И так всякий раз – стоило мне немножко напиться.
– Кто за тебя, – говорю, – детишек?.. Пушкин, что ли?.. – а он – прямо весь бесится: «Уйди, Дарья, – кричит, – уйди! Перестань высекать огонь из души человека!» Я его ненавидела в эти минуты, так ненавидела, что в глазах у меня голова кружилась. А потом – все-таки ничего, опять любила, так любила, что по ночам просыпалась от этого…
И вот как-то однажды я уж совсем перепилась. Подлетаю к нему и ору: «Пушкин, что ли, за тебя детишек воспитывать будет? А? Пушкин?» он, как услышал о Пушкине, весь почернел и затрясся: «пей, напивайся, но Пушкина не трогай! Детишек не трогай! Пей все, пей мою кровь, но господа бога твоего не искушай!» а я в это время на больничном сидела, сотрясение мозгов и заворот кишок, а на юге в то время осень была, и я ему вот что тогда заорала: «Уходи от меня, душегуб, совсем от меня уходи! Обойдусь! Месяцок поблядую и под поезд брошусь! А потом пойду в монастырь и схиму приму! Ты придешь ко мне прощенья просить, а я выйду во всем черном, обаятельная такая, и тебе всю морду поцарапаю, собственным своим кукишем! Уходи!» а потом кричу: «ты хоть душу-то любишь во мне? Душу – любишь?» а он весь трясется и чернеет: "сердцем,
– орет, – сердцем – да, сердцем люблю твою душу, но душою – нет, не люблю!"

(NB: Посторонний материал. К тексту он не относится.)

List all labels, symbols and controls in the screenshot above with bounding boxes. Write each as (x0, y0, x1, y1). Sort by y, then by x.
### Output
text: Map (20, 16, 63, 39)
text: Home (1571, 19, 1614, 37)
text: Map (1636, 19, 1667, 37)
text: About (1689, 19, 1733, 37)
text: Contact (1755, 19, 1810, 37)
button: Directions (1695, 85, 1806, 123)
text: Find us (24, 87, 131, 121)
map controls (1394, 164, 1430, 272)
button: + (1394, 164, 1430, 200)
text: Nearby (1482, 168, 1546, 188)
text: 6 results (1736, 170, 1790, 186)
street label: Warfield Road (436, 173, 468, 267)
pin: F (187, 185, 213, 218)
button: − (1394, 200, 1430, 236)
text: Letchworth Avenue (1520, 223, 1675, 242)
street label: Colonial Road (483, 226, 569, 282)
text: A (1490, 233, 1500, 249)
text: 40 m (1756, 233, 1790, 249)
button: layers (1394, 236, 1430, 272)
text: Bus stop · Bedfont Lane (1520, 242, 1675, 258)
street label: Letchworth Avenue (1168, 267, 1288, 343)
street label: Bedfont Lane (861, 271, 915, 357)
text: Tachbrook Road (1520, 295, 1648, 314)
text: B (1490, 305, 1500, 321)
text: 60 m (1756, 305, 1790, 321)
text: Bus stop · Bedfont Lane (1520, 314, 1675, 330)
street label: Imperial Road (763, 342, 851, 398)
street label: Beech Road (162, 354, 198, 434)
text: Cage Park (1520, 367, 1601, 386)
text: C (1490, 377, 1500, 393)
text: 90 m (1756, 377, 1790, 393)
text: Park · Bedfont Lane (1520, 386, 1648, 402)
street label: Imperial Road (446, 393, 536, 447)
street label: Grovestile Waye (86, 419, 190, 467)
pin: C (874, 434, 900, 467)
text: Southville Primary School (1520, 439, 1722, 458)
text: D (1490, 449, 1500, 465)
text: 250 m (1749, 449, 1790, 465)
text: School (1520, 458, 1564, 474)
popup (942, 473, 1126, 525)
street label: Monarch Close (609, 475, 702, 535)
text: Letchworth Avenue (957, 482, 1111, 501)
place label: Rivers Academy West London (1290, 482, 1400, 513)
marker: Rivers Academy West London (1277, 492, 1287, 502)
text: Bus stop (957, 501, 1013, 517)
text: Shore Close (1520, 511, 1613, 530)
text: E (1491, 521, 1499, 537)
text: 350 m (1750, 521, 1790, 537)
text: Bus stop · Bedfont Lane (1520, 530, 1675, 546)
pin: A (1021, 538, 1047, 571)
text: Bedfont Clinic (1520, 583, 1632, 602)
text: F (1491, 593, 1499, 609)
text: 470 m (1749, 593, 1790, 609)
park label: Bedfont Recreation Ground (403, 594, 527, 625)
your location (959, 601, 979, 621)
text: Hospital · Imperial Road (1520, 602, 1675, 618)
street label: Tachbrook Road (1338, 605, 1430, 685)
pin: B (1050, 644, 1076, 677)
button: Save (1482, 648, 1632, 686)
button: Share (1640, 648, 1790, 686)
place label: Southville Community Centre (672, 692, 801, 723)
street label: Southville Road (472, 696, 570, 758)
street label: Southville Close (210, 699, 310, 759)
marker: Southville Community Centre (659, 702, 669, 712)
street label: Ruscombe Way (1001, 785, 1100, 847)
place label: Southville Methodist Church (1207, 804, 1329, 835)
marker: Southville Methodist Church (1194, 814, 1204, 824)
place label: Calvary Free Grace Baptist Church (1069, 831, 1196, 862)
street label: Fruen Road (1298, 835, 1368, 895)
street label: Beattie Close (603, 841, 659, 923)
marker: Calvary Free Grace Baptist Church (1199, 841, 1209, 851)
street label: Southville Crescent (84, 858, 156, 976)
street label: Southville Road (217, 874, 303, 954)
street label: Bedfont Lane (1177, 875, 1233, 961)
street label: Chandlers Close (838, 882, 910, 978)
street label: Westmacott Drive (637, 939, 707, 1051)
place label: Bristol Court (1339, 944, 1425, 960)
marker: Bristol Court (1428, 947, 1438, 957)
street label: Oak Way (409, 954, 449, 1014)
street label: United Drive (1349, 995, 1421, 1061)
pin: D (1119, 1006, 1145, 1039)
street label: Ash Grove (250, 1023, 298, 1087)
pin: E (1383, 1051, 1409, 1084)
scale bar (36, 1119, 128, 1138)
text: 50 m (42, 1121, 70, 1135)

И как-то дико, по-оперному рассмеялся, схватил меня, проломил мне череп и уехал во Владимир-на-Клязьме. Зачем уехал? К кому уехал? Мое недоумение разделила вся Европа. А бабушка моя, глухонемая, с печи мне говорит: "Вот видишь, как далеко зашла ты, Дашенька, в поисках своего "я"!"
Да! А через месяц он вернулся. А я в это время пьяная была в дым, я как увидела его, упала на стол, засмеялась, засучила ногами: «ага! – закричала. – умотал во Владимир-на-Клязьме! А кто за тебя детишек…» а он – не говоря ни слова – подошел, выбил мне четыре передних зуба и уехал в Ростов-на-Дону, по путевке комсомола… Дело к обмороку, милый. Налей-ка еще чуток…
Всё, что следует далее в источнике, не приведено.